- [YOUR ASSIGNMENT]: Among the entries that follow, find the lines containing the string "task" and copy them.

- [MATERIAL TO PROCESS]:
╭──

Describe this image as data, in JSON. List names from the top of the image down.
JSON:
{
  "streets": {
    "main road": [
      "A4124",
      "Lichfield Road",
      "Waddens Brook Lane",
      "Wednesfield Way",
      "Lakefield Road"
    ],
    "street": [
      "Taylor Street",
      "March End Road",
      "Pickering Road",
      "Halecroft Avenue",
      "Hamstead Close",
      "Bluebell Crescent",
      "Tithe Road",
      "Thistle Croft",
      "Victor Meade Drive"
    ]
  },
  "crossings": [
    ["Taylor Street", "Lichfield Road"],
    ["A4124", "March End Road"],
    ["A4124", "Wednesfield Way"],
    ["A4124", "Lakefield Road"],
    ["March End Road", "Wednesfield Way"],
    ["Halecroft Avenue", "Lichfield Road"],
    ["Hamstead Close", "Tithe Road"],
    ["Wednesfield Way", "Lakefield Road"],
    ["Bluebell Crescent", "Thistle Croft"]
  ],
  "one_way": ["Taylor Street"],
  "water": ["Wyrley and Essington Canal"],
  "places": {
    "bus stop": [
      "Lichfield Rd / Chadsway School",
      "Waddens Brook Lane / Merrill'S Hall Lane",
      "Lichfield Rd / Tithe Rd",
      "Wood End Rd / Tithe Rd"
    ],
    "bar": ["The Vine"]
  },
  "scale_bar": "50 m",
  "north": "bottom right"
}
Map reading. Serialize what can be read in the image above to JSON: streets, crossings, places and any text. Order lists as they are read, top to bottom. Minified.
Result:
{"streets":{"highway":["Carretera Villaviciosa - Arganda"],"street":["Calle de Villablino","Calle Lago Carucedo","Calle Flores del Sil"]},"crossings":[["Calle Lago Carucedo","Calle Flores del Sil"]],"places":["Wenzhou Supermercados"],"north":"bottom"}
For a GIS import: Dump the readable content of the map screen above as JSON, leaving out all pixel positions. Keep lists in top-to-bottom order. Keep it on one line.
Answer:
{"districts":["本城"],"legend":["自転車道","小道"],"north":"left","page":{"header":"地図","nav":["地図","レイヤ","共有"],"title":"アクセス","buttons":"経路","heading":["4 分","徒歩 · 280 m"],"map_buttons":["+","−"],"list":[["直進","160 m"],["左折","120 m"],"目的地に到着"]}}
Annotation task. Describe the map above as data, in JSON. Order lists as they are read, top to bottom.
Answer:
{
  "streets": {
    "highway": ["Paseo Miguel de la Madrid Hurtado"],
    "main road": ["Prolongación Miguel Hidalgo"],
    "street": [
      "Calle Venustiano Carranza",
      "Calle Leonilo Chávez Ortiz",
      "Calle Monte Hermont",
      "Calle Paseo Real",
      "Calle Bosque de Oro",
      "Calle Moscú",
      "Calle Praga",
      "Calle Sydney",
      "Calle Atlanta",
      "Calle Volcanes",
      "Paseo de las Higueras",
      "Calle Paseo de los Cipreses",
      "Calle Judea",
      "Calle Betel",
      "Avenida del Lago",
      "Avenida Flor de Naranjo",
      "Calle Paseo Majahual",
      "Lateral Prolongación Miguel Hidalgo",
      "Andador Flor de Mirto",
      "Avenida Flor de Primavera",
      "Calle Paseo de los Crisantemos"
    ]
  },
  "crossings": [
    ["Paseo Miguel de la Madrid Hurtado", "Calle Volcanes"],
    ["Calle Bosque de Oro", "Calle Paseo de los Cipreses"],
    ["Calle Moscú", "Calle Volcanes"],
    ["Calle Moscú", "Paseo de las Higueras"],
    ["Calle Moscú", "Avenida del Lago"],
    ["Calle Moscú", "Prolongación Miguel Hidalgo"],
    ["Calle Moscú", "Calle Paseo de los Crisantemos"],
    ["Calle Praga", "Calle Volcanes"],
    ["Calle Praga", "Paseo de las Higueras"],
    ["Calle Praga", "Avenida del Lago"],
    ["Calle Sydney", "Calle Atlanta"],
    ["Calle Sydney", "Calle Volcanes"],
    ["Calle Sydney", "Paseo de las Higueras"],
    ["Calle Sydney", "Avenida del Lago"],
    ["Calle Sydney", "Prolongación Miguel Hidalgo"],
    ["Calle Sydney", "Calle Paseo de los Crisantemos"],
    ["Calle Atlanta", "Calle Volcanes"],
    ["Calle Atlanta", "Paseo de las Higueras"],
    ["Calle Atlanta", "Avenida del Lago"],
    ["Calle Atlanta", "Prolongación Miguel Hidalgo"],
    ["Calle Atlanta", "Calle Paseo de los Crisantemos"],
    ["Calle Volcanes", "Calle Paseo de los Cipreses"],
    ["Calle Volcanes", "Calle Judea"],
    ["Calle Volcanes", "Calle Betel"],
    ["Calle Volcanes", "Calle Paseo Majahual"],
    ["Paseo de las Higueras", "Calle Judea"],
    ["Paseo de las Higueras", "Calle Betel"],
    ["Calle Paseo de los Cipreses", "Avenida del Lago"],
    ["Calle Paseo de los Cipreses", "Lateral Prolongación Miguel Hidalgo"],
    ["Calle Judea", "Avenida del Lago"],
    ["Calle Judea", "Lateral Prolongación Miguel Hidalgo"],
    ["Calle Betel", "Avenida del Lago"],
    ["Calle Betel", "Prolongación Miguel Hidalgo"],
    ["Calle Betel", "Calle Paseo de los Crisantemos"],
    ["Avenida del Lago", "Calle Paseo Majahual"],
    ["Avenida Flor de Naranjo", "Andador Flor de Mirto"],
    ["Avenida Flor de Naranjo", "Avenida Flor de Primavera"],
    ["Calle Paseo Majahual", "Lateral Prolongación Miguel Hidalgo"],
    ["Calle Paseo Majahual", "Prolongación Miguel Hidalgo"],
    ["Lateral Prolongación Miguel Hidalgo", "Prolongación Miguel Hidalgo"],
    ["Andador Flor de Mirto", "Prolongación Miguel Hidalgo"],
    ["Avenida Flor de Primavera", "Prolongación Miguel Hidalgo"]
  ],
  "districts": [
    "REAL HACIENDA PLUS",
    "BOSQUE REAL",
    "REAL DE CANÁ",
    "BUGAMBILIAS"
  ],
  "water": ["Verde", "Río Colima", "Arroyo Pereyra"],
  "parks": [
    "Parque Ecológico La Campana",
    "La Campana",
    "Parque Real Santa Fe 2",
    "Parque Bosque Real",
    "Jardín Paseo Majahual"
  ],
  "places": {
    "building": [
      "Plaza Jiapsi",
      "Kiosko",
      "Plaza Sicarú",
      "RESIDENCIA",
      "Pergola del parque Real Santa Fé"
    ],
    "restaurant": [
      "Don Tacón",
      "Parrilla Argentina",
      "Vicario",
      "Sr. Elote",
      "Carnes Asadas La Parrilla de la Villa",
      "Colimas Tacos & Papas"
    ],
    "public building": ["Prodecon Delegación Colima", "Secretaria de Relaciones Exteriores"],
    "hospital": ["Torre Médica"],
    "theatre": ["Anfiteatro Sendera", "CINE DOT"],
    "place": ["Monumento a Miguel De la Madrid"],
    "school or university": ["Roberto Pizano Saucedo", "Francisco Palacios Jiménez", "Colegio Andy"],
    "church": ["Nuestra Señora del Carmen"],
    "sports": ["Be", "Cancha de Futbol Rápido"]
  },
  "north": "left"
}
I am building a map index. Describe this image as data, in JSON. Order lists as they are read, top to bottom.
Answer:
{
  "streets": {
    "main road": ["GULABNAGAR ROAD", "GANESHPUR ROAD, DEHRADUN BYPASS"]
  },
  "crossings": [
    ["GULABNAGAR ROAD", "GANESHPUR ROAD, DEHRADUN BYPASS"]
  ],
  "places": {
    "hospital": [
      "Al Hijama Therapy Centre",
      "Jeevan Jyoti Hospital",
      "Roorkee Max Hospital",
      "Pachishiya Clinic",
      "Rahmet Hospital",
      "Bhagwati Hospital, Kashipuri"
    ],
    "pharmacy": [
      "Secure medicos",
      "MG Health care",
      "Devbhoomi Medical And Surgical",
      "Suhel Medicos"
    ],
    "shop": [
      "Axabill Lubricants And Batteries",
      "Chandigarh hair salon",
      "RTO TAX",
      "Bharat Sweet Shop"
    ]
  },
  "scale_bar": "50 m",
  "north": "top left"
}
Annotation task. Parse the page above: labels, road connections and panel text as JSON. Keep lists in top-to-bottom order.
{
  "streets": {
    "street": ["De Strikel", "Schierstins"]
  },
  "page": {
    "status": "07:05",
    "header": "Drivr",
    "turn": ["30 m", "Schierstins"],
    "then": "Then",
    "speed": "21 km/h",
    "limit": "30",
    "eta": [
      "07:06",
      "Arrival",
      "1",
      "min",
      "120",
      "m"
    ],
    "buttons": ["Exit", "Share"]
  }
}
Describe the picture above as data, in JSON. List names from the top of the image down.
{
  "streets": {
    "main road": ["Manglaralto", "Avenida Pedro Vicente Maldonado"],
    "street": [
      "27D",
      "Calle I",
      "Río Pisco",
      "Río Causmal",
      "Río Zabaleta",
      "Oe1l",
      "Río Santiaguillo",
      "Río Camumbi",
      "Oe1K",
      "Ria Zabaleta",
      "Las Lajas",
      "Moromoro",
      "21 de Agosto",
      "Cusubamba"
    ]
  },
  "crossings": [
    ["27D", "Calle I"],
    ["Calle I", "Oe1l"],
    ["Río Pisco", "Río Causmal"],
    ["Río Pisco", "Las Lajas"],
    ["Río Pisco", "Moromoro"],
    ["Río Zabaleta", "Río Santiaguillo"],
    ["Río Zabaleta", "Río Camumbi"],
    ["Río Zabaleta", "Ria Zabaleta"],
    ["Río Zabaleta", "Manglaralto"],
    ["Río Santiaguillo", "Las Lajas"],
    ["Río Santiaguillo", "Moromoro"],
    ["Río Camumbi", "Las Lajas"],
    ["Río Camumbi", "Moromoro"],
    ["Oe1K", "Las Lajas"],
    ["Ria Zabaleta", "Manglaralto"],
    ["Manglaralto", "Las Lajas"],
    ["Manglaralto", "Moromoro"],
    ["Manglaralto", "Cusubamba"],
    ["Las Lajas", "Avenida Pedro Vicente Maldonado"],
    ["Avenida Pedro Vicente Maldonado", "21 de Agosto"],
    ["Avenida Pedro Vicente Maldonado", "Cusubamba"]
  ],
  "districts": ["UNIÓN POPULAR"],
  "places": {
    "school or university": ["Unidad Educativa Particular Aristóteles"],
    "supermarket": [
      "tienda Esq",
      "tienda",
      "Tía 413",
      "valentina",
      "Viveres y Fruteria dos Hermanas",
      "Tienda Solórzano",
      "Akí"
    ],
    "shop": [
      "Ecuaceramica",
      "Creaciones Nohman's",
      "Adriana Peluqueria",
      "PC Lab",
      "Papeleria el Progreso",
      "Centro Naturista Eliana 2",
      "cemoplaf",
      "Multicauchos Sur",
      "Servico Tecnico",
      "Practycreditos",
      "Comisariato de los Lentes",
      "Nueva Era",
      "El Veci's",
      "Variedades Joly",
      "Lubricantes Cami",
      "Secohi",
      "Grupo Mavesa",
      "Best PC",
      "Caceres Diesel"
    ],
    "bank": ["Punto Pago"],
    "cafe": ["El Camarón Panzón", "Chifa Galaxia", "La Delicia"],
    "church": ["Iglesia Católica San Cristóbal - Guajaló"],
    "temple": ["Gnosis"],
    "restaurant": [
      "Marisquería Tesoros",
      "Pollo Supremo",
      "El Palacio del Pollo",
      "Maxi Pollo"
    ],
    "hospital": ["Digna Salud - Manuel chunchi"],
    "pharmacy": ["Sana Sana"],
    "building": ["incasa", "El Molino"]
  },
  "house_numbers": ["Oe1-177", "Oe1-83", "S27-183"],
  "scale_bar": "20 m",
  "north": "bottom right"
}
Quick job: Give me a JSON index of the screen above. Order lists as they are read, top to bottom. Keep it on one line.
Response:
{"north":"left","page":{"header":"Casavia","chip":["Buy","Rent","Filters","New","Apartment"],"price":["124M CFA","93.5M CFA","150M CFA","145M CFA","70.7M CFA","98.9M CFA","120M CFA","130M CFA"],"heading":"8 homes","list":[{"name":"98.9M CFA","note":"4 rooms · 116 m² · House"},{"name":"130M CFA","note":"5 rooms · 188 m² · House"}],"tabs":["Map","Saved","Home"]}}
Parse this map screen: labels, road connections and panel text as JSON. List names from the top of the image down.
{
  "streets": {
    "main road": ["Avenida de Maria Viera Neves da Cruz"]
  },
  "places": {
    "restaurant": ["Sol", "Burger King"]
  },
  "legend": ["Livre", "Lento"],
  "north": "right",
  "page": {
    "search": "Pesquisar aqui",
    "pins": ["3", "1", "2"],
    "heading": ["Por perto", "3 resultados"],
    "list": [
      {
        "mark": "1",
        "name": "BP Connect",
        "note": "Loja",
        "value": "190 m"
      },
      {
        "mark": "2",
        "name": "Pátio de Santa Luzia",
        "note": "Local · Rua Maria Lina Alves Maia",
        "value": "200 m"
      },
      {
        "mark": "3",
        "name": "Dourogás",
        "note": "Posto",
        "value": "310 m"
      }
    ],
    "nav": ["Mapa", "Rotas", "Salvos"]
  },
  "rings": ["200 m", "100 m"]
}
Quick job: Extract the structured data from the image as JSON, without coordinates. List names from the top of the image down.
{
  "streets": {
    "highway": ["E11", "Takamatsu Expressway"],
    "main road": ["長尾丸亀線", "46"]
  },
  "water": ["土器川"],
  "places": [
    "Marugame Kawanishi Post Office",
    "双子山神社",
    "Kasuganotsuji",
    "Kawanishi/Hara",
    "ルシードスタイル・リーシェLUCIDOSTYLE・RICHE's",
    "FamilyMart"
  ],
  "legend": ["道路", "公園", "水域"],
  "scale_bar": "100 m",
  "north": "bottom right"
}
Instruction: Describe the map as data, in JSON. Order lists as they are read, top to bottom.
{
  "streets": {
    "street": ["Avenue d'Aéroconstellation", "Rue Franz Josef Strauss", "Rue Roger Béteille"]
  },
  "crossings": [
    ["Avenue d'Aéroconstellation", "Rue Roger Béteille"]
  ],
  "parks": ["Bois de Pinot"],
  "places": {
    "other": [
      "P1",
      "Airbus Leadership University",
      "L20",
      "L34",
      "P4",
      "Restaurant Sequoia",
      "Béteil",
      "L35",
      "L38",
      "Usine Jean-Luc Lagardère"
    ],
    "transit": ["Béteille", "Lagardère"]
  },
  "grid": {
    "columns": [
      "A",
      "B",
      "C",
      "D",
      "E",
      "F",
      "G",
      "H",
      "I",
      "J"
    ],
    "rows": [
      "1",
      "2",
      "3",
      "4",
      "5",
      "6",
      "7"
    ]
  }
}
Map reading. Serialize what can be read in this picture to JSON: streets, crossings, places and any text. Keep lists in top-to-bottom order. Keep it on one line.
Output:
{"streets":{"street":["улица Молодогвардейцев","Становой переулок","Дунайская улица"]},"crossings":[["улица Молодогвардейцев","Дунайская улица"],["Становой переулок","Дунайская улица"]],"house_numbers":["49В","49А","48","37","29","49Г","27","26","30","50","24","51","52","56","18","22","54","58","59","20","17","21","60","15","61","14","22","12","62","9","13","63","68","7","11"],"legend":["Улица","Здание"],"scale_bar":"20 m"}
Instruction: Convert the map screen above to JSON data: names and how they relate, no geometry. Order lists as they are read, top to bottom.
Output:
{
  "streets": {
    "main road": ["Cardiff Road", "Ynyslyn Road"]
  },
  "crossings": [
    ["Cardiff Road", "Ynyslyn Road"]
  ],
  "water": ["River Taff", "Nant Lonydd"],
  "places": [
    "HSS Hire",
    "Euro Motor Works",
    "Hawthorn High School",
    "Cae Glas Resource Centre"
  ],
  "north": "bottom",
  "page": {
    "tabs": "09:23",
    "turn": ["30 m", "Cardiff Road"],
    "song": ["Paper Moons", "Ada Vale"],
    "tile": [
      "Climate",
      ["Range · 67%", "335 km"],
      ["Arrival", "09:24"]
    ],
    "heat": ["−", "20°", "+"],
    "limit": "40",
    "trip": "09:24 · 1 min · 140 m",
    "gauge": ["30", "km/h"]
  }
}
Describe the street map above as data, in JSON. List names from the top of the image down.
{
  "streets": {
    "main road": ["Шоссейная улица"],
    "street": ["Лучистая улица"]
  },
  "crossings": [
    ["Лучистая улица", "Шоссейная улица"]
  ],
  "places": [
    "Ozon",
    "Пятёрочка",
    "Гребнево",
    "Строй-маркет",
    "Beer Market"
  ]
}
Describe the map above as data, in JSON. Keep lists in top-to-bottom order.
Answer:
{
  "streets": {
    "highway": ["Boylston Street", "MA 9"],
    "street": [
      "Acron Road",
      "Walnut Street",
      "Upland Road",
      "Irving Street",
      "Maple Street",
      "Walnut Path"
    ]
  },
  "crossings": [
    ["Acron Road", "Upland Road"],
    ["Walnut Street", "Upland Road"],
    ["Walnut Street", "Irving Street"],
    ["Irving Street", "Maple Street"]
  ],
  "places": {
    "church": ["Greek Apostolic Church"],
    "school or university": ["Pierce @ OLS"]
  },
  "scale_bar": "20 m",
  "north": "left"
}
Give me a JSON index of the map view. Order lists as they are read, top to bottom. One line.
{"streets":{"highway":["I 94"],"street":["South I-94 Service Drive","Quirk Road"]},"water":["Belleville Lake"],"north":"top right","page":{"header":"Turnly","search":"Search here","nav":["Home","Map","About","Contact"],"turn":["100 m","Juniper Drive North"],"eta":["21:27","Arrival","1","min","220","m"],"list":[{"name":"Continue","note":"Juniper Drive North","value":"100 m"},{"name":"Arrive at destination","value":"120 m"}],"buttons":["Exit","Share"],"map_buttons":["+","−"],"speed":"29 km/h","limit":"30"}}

╰──

- [FINAL ANSWER]:
Annotation task. Describe the map above as data, in JSON. Order lists as they are read, top to bottom.
Annotation task. Parse the page above: labels, road connections and panel text as JSON. Keep lists in top-to-bottom order.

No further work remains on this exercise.